▶ **Assigned task**
Look through the records, and wherever the string "TIENE" turns up, copy out that line.

▶ **Supplied records**
-.-.-
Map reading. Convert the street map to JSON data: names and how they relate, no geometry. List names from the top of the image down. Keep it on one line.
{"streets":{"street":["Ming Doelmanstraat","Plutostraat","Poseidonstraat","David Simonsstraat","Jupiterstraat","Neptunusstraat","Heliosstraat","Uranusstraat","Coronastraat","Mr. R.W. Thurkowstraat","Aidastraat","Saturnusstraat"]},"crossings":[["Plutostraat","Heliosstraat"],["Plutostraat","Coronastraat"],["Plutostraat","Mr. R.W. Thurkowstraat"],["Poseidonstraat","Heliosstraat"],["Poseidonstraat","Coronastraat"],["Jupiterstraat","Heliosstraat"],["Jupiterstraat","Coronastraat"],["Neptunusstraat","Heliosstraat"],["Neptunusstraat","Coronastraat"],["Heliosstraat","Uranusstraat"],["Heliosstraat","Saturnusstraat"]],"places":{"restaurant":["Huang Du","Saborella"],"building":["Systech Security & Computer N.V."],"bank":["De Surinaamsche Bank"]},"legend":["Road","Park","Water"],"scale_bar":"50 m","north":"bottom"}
-.-.-
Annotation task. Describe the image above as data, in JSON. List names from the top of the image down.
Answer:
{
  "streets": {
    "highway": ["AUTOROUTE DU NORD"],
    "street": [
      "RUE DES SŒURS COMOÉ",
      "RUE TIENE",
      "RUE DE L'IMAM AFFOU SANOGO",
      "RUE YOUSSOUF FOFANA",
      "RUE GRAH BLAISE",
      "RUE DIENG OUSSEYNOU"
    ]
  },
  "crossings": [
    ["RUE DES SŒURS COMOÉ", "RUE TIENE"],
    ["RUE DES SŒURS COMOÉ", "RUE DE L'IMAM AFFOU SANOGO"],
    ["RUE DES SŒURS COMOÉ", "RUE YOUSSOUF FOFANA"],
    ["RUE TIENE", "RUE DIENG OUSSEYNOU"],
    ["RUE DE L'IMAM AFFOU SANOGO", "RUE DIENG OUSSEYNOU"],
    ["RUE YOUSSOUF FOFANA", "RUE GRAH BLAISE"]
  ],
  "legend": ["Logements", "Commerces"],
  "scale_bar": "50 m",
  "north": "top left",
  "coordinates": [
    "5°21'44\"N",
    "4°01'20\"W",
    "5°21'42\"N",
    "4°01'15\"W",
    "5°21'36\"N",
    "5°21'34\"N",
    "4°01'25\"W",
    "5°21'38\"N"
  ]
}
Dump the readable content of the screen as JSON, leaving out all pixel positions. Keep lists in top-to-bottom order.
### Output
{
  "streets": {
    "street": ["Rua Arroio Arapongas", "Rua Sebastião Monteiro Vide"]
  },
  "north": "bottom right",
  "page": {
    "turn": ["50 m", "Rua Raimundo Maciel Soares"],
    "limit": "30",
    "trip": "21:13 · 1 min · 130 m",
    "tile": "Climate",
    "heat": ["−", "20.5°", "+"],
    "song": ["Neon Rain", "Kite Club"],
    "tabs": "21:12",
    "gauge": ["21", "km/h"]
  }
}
-.-.-
▶ **Answer section**
      "RUE TIENE",
    ["RUE DES SŒURS COMOÉ", "RUE TIENE"],
    ["RUE TIENE", "RUE DIENG OUSSEYNOU"],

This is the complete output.